Benedict Spence

The strange case of Colombia’s cocaine hippos

  • From Spectator Life
Hippos in the former zoo of Pablo Escobar (Getty)

When I first heard the expression ‘cocaine hippo,’ my initial thoughts were that it must either be a reference to some sort of industrial scale drug mule operation, or that someone was being rude about Mitch McConnell.  In fact, the origins of the cocaine hippo aren’t far from the former, but are even more outlandish than you might expect. 

In the 1980s, when he wasn’t becoming the world’s richest drug kingpin or going to war with the government, Pablo Escobar indulged his various passions: he bought a football team, grew Colombia’s most lustrous moustache (no mean feat in those days) and opened a private zoo on his estate outside Medellin, Hacienda Napoles. There, he imported rare and exotic species for the entertainment of his young children, including zebras, giraffes and elephants. 

Denying feral hippos their right to procreate is not straightforward, though, nor something to which they are particularly accommodating.

You might think it strange for someone to spend their money on something so impractical, but Escobar had more money than he could spend. Besides, part time zoology is nothing new to high-status men with dark sides and god complexes. 
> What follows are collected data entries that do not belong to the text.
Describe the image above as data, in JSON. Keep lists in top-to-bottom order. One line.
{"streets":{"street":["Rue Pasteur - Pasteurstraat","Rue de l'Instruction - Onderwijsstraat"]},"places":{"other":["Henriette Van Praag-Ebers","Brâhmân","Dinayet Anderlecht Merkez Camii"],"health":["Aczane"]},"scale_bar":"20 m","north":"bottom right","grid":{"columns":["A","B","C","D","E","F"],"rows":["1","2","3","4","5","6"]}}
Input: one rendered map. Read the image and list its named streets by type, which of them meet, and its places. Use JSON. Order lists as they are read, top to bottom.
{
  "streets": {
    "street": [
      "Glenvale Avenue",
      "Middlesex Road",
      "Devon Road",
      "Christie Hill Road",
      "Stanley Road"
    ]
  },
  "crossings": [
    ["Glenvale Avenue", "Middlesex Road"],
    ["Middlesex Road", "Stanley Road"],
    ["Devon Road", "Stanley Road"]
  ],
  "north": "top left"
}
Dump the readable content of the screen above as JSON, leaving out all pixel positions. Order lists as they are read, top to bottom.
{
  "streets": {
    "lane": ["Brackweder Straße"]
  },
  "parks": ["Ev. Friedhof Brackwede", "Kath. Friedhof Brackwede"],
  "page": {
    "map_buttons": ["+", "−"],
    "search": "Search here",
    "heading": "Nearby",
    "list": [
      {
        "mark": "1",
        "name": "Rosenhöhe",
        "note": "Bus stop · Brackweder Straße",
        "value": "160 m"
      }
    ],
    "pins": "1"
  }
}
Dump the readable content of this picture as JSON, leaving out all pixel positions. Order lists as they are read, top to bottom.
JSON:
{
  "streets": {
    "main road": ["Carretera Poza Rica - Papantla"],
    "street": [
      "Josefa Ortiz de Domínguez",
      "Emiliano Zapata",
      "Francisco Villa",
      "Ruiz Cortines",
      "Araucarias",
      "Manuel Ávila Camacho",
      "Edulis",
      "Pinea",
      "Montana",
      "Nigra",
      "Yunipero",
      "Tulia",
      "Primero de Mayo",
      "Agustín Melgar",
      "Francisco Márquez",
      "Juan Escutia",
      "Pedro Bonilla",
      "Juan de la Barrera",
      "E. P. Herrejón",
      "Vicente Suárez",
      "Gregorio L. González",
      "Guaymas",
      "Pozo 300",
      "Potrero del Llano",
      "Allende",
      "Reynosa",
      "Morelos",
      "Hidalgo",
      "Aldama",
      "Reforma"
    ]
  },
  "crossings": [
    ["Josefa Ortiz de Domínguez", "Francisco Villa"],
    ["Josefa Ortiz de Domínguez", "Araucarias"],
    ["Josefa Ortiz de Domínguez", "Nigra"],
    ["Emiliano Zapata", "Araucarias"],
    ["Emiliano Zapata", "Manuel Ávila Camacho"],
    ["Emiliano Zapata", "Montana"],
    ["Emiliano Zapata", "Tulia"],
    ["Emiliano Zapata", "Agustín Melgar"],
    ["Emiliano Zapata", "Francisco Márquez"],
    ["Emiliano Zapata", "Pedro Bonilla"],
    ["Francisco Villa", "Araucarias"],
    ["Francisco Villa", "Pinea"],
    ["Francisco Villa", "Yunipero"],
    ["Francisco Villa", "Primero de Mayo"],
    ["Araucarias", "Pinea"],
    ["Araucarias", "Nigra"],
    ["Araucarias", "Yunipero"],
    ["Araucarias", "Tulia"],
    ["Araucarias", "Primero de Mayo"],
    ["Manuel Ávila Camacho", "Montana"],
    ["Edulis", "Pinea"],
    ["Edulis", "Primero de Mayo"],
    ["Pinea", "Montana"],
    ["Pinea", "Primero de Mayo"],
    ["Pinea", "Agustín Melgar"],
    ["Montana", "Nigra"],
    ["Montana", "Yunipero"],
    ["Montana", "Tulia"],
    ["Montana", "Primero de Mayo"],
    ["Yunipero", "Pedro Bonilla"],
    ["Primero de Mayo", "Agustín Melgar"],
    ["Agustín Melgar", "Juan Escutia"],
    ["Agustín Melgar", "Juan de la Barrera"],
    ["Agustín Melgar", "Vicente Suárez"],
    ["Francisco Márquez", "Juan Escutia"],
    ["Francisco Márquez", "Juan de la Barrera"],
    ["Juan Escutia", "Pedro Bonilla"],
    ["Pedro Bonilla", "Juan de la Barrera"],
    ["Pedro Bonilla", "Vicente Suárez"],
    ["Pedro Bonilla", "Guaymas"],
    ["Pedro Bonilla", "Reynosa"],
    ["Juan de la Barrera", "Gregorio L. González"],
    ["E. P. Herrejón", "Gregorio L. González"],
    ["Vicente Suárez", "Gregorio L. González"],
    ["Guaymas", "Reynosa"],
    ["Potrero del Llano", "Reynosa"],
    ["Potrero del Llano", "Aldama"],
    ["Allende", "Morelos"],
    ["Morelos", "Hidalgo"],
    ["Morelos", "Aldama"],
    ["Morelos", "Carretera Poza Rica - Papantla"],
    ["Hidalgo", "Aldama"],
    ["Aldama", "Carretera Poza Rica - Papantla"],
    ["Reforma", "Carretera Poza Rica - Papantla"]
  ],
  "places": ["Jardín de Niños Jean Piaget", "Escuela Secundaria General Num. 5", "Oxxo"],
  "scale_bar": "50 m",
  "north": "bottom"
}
Like much of his menagerie, Escobar was himself something of an endangered species, and when he went the way endangered species tend to, his animals were repossessed by the authorities, and taken to other, more reputable zoos and sanctuaries. All, that is, except the hippos. The four hippopotamuses Escobar had imported posed a problem; they weren’t quite endangered enough to make relocation a priority, and were sufficiently large and aggressive enough to make moving them off-putting. So instead, they were abandoned, and left to roam free; Hacienda Napoles’ very own Bourbons. 

That was in 1993, and since then, the hippos (three females and a male) have been busy. Not content with their small kingdom, they have done what hippos do — seeking out sustenance, going forth and multiplying.